### TASK INPUT
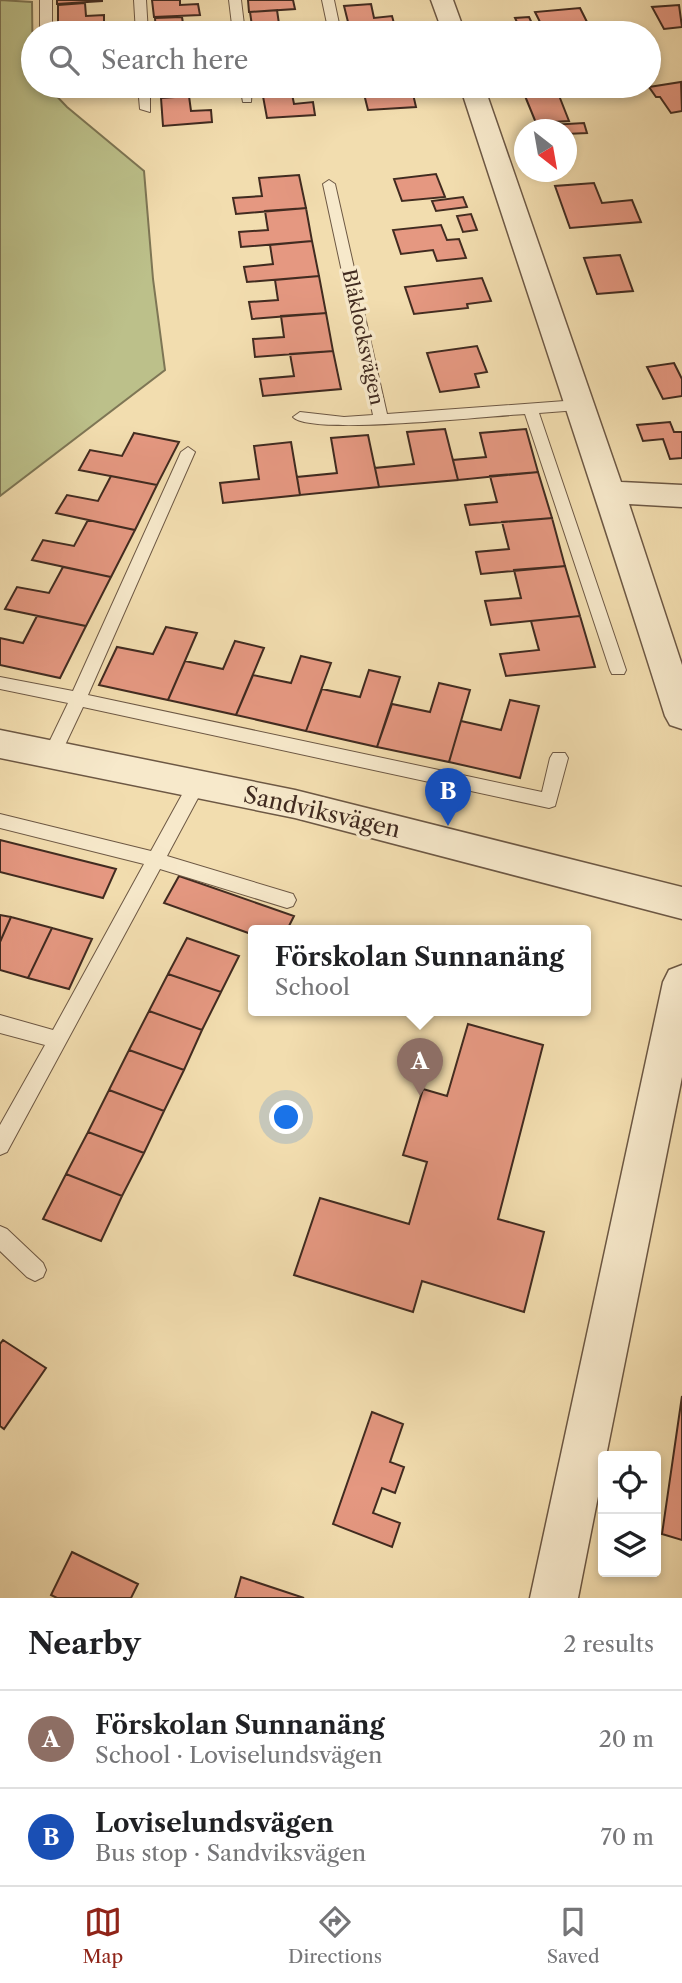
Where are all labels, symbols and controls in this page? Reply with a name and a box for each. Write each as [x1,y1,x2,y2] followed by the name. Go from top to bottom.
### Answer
[21,21,661,98] search box
[45,41,83,79] icon: search
[101,44,248,76] text: Search here
[514,119,577,182] north arrow
[337,267,389,407] street label: Blåklocksvägen
[425,768,471,826] pin: B
[241,780,403,844] street label: Sandviksvägen
[248,925,591,1016] popup
[275,941,564,973] text: Förskolan Sunnanäng
[275,973,350,1001] text: School
[397,1038,443,1096] pin: A
[269,1100,303,1134] your location
[598,1451,661,1577] map controls
[598,1451,661,1514] button: locate
[598,1514,661,1577] button: layers
[28,1625,141,1662] text: Nearby
[563,1630,654,1658] text: 2 results
[95,1709,385,1741] text: Förskolan Sunnanäng
[42,1725,60,1753] text: A
[599,1725,654,1753] text: 20 m
[95,1741,382,1769] text: School · Loviselundsvägen
[95,1807,334,1839] text: Loviselundsvägen
[42,1823,60,1851] text: B
[601,1823,654,1851] text: 70 m
[95,1839,366,1867] text: Bus stop · Sandviksvägen
[82,1903,123,1968] tab: Map
[288,1903,382,1968] tab: Directions
[547,1903,600,1968] tab: Saved

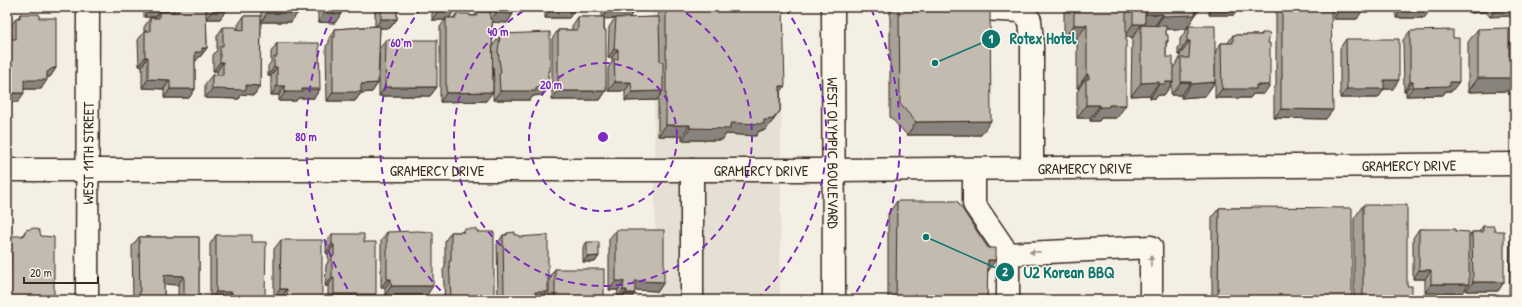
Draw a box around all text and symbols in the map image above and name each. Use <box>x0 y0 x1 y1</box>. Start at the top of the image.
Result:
text: 40 m <box>488 23 508 40</box>
callout: Rotex Hotel <box>981 25 1084 53</box>
text: Rotex Hotel <box>1010 27 1077 49</box>
text: 1 <box>989 30 994 47</box>
text: 60 m <box>390 34 412 51</box>
text: 20 m <box>540 76 562 93</box>
street label: WEST OLYMPIC BOULEVARD <box>823 77 844 230</box>
street label: WEST 11TH STREET <box>77 101 98 204</box>
text: 80 m <box>295 128 317 145</box>
centre of rings <box>596 130 610 144</box>
street label: GRAMERCY DRIVE <box>1362 154 1457 176</box>
street label: GRAMERCY DRIVE <box>1038 157 1133 179</box>
street label: GRAMERCY DRIVE <box>390 160 485 181</box>
street label: GRAMERCY DRIVE <box>714 160 809 181</box>
one-way arrow <box>1029 249 1041 256</box>
one-way arrow <box>1148 254 1154 267</box>
callout: U2 Korean BBQ <box>995 258 1122 286</box>
scale bar <box>24 259 98 285</box>
text: U2 Korean BBQ <box>1023 261 1115 283</box>
text: 2 <box>1002 263 1008 280</box>
text: 20 m <box>30 264 52 281</box>

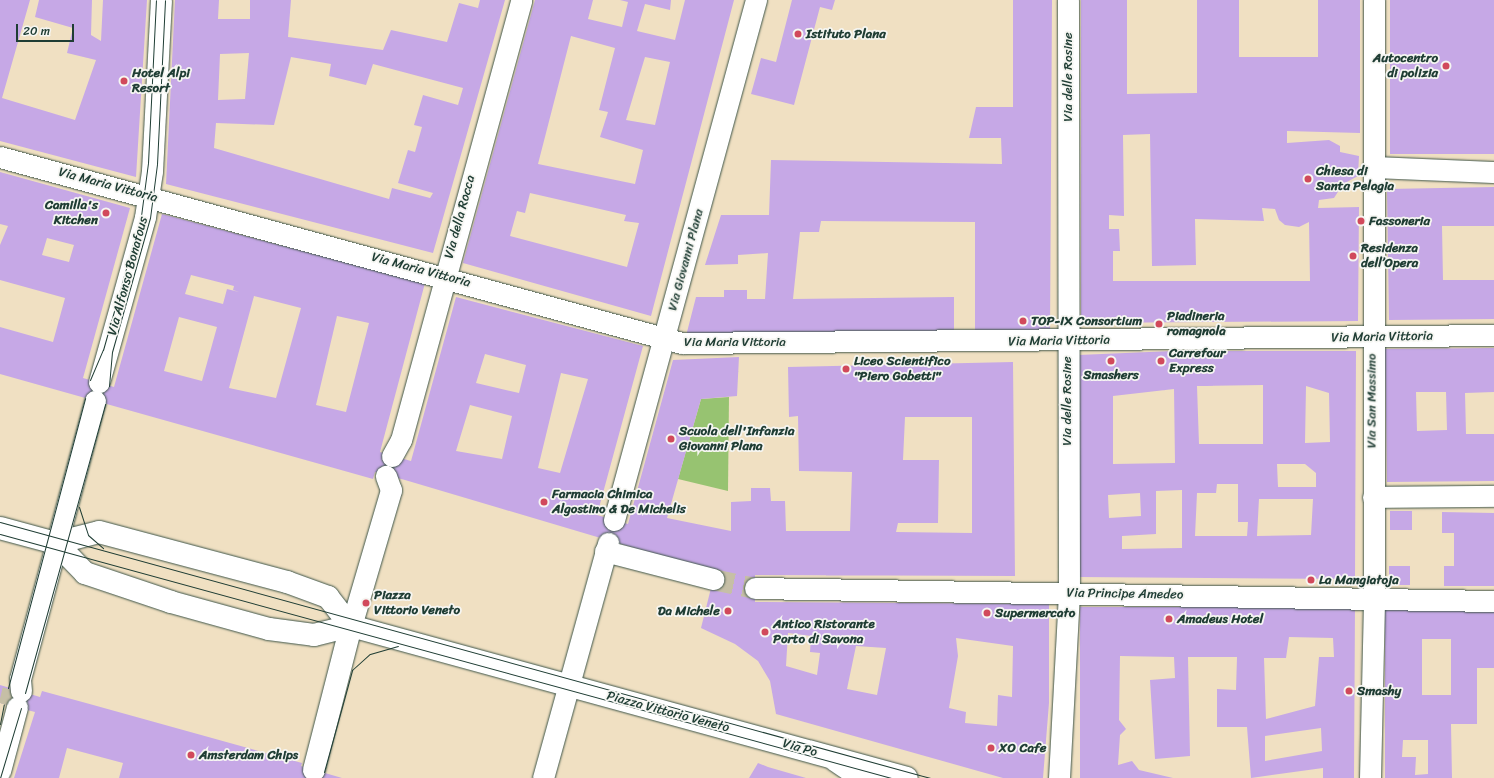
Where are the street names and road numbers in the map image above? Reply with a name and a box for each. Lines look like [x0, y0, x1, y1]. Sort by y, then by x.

### WHAT IS REQUIRED
Print the listing exactly, minus its pictures.

### RESPONSE BOX
Where are all labels, symbols and controls in this page? Reply with a name and a box for each. Write each as [x1,y1,x2,y2] followed by the name. Go from top to bottom.
### Answer
[21,21,661,98] search box
[45,41,83,79] icon: search
[101,44,248,76] text: Search here
[514,119,577,182] north arrow
[337,267,389,407] street label: Blåklocksvägen
[425,768,471,826] pin: B
[241,780,403,844] street label: Sandviksvägen
[248,925,591,1016] popup
[275,941,564,973] text: Förskolan Sunnanäng
[275,973,350,1001] text: School
[397,1038,443,1096] pin: A
[269,1100,303,1134] your location
[598,1451,661,1577] map controls
[598,1451,661,1514] button: locate
[598,1514,661,1577] button: layers
[28,1625,141,1662] text: Nearby
[563,1630,654,1658] text: 2 results
[95,1709,385,1741] text: Förskolan Sunnanäng
[42,1725,60,1753] text: A
[599,1725,654,1753] text: 20 m
[95,1741,382,1769] text: School · Loviselundsvägen
[95,1807,334,1839] text: Loviselundsvägen
[42,1823,60,1851] text: B
[601,1823,654,1851] text: 70 m
[95,1839,366,1867] text: Bus stop · Sandviksvägen
[82,1903,123,1968] tab: Map
[288,1903,382,1968] tab: Directions
[547,1903,600,1968] tab: Saved

Draw a box around all text and symbols in the map image above and name each. Use <box>x0 y0 x1 y1</box>. Start at the top of the image.
Result:
text: 40 m <box>488 23 508 40</box>
callout: Rotex Hotel <box>981 25 1084 53</box>
text: Rotex Hotel <box>1010 27 1077 49</box>
text: 1 <box>989 30 994 47</box>
text: 60 m <box>390 34 412 51</box>
text: 20 m <box>540 76 562 93</box>
street label: WEST OLYMPIC BOULEVARD <box>823 77 844 230</box>
street label: WEST 11TH STREET <box>77 101 98 204</box>
text: 80 m <box>295 128 317 145</box>
centre of rings <box>596 130 610 144</box>
street label: GRAMERCY DRIVE <box>1362 154 1457 176</box>
street label: GRAMERCY DRIVE <box>1038 157 1133 179</box>
street label: GRAMERCY DRIVE <box>390 160 485 181</box>
street label: GRAMERCY DRIVE <box>714 160 809 181</box>
one-way arrow <box>1029 249 1041 256</box>
one-way arrow <box>1148 254 1154 267</box>
callout: U2 Korean BBQ <box>995 258 1122 286</box>
scale bar <box>24 259 98 285</box>
text: U2 Korean BBQ <box>1023 261 1115 283</box>
text: 2 <box>1002 263 1008 280</box>
text: 20 m <box>30 264 52 281</box>

Where are the street names and road numbers in the map image above? Reply with a name and a box for each. Lines look like [x0, y0, x1, y1]. Sort by y, then by x.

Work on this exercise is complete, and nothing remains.